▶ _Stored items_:
>>>

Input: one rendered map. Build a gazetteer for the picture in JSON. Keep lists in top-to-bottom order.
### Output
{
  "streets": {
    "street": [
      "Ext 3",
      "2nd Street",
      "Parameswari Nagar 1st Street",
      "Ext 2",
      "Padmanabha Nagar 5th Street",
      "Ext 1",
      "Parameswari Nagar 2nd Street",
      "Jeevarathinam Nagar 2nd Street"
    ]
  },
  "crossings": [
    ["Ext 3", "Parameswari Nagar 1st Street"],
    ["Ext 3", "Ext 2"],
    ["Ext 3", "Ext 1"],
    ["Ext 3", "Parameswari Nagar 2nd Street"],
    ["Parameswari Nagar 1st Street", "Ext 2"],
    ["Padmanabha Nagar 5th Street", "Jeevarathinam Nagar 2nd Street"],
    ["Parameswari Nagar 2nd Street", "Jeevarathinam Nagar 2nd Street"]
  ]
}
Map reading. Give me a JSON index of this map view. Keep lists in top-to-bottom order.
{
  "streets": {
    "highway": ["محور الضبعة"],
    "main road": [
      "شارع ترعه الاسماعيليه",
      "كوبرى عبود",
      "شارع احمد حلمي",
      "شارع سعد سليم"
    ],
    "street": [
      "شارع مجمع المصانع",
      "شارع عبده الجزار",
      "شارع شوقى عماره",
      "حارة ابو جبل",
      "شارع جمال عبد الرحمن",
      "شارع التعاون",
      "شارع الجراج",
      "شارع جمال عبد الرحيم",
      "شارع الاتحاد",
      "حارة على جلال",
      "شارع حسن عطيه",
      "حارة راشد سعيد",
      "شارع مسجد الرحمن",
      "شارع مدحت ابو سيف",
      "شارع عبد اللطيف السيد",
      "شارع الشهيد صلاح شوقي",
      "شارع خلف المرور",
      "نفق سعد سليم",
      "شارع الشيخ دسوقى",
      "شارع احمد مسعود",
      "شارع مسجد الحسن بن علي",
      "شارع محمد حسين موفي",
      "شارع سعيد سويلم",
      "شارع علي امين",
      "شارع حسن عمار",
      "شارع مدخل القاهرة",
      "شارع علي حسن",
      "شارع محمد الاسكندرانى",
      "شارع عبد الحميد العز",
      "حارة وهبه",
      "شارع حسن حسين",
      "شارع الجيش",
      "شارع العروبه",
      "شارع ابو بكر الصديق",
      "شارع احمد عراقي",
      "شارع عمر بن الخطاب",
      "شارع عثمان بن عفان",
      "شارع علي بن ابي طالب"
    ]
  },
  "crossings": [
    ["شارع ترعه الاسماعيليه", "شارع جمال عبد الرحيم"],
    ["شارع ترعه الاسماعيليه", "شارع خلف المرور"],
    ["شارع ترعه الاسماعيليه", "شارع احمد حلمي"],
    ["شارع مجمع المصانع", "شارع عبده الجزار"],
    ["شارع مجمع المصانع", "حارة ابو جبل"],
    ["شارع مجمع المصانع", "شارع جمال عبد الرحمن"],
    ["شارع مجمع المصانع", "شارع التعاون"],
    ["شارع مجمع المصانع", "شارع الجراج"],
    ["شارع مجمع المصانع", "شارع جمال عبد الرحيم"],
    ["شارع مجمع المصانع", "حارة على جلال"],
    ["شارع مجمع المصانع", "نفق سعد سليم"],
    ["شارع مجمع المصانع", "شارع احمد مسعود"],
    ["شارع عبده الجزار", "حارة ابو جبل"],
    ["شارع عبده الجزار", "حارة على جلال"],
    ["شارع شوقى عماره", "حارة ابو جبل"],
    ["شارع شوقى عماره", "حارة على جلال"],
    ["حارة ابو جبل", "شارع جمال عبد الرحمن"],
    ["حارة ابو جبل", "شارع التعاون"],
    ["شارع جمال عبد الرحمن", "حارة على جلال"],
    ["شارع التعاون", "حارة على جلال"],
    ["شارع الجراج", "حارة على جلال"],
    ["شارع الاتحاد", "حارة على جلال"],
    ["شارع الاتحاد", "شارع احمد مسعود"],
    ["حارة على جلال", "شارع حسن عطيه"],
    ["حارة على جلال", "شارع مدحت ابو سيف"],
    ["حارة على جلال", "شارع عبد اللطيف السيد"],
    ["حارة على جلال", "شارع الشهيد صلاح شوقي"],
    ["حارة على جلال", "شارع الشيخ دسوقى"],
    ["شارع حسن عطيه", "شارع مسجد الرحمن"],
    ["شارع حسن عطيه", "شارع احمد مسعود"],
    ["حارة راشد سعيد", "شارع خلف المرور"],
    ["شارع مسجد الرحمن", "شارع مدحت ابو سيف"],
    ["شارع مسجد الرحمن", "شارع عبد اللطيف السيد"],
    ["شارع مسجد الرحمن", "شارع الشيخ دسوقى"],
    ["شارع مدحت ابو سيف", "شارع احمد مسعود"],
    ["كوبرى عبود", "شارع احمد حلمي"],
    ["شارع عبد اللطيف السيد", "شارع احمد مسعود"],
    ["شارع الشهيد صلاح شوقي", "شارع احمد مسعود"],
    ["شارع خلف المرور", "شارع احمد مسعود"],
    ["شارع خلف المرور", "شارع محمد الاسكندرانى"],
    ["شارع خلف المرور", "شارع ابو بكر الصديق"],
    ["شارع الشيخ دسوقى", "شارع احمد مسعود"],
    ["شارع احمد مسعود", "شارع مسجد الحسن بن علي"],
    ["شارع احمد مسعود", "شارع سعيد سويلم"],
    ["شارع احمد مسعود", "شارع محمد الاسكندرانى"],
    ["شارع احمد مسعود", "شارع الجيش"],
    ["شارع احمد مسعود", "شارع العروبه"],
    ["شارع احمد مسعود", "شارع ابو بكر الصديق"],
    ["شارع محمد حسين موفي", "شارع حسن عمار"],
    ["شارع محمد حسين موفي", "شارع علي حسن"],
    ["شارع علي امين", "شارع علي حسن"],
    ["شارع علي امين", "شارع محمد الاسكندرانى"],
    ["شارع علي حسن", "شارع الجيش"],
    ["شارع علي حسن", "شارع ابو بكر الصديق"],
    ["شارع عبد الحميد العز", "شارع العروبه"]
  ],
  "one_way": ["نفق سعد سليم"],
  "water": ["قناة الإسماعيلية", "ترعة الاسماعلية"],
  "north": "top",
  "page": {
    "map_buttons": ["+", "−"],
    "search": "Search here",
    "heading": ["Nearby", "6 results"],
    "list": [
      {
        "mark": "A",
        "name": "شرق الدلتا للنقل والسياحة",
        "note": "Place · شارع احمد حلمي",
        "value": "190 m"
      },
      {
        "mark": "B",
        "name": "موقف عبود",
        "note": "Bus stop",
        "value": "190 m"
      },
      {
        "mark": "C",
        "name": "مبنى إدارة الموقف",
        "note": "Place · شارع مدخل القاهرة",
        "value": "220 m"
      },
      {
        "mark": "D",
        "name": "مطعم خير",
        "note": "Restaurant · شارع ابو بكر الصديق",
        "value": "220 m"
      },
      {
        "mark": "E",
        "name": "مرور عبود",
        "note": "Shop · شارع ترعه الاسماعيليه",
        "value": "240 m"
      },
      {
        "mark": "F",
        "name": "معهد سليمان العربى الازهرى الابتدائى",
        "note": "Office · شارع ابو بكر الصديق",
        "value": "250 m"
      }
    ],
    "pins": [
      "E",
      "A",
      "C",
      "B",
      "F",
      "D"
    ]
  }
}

<<<

Please copy every line of the data that carries the string "الجيش".

▶ _Written answer_:
      "شارع الجيش",
    ["شارع احمد مسعود", "شارع الجيش"],
    ["شارع علي حسن", "شارع الجيش"],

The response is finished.